--- Aim of the task ---
Would you reproduce the entries that follow exactly as they appear?

--- Available data ---
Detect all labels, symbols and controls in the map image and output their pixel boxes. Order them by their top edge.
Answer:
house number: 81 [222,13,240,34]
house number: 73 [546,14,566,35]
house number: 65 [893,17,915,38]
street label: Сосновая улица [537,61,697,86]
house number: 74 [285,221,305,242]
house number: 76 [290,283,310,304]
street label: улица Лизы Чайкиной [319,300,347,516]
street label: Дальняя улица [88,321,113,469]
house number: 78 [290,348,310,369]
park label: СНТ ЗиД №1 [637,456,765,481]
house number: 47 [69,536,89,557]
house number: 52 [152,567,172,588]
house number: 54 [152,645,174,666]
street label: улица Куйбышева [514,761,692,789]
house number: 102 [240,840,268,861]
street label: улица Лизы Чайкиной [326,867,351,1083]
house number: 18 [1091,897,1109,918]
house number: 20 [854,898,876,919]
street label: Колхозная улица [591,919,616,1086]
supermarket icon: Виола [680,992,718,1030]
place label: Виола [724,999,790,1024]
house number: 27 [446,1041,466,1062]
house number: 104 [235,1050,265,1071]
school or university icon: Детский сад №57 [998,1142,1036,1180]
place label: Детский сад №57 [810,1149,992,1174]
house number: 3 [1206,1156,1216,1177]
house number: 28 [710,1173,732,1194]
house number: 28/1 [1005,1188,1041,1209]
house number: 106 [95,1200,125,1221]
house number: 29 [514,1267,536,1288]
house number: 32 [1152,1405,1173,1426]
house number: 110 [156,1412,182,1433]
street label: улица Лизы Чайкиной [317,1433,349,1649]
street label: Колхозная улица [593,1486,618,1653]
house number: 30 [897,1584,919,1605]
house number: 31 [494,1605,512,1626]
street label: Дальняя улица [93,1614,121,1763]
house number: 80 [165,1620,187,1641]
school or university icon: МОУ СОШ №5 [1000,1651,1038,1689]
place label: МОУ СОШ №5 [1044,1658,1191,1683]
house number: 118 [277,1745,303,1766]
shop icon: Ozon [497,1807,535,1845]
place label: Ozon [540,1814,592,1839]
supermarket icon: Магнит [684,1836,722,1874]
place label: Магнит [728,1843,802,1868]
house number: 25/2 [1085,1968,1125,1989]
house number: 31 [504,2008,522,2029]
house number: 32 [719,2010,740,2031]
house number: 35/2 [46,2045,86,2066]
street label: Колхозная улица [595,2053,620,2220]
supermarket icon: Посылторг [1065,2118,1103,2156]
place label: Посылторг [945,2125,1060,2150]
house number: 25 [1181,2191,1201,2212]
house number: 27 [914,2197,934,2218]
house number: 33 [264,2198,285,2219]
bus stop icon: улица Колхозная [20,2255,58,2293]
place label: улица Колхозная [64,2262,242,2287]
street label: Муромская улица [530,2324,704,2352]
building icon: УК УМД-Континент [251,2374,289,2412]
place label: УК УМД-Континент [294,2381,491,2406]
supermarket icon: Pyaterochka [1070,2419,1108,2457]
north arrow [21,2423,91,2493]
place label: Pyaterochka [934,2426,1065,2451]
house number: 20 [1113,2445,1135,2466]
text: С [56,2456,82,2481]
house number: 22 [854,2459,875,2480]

--- Exercise output ---
Detect all labels, symbols and controls in the map image and output their pixel boxes. Order them by their top edge.
Answer:
house number: 81 [222,13,240,34]
house number: 73 [546,14,566,35]
house number: 65 [893,17,915,38]
street label: Сосновая улица [537,61,697,86]
house number: 74 [285,221,305,242]
house number: 76 [290,283,310,304]
street label: улица Лизы Чайкиной [319,300,347,516]
street label: Дальняя улица [88,321,113,469]
house number: 78 [290,348,310,369]
park label: СНТ ЗиД №1 [637,456,765,481]
house number: 47 [69,536,89,557]
house number: 52 [152,567,172,588]
house number: 54 [152,645,174,666]
street label: улица Куйбышева [514,761,692,789]
house number: 102 [240,840,268,861]
street label: улица Лизы Чайкиной [326,867,351,1083]
house number: 18 [1091,897,1109,918]
house number: 20 [854,898,876,919]
street label: Колхозная улица [591,919,616,1086]
supermarket icon: Виола [680,992,718,1030]
place label: Виола [724,999,790,1024]
house number: 27 [446,1041,466,1062]
house number: 104 [235,1050,265,1071]
school or university icon: Детский сад №57 [998,1142,1036,1180]
place label: Детский сад №57 [810,1149,992,1174]
house number: 3 [1206,1156,1216,1177]
house number: 28 [710,1173,732,1194]
house number: 28/1 [1005,1188,1041,1209]
house number: 106 [95,1200,125,1221]
house number: 29 [514,1267,536,1288]
house number: 32 [1152,1405,1173,1426]
house number: 110 [156,1412,182,1433]
street label: улица Лизы Чайкиной [317,1433,349,1649]
street label: Колхозная улица [593,1486,618,1653]
house number: 30 [897,1584,919,1605]
house number: 31 [494,1605,512,1626]
street label: Дальняя улица [93,1614,121,1763]
house number: 80 [165,1620,187,1641]
school or university icon: МОУ СОШ №5 [1000,1651,1038,1689]
place label: МОУ СОШ №5 [1044,1658,1191,1683]
house number: 118 [277,1745,303,1766]
shop icon: Ozon [497,1807,535,1845]
place label: Ozon [540,1814,592,1839]
supermarket icon: Магнит [684,1836,722,1874]
place label: Магнит [728,1843,802,1868]
house number: 25/2 [1085,1968,1125,1989]
house number: 31 [504,2008,522,2029]
house number: 32 [719,2010,740,2031]
house number: 35/2 [46,2045,86,2066]
street label: Колхозная улица [595,2053,620,2220]
supermarket icon: Посылторг [1065,2118,1103,2156]
place label: Посылторг [945,2125,1060,2150]
house number: 25 [1181,2191,1201,2212]
house number: 27 [914,2197,934,2218]
house number: 33 [264,2198,285,2219]
bus stop icon: улица Колхозная [20,2255,58,2293]
place label: улица Колхозная [64,2262,242,2287]
street label: Муромская улица [530,2324,704,2352]
building icon: УК УМД-Континент [251,2374,289,2412]
place label: УК УМД-Континент [294,2381,491,2406]
supermarket icon: Pyaterochka [1070,2419,1108,2457]
north arrow [21,2423,91,2493]
place label: Pyaterochka [934,2426,1065,2451]
house number: 20 [1113,2445,1135,2466]
text: С [56,2456,82,2481]
house number: 22 [854,2459,875,2480]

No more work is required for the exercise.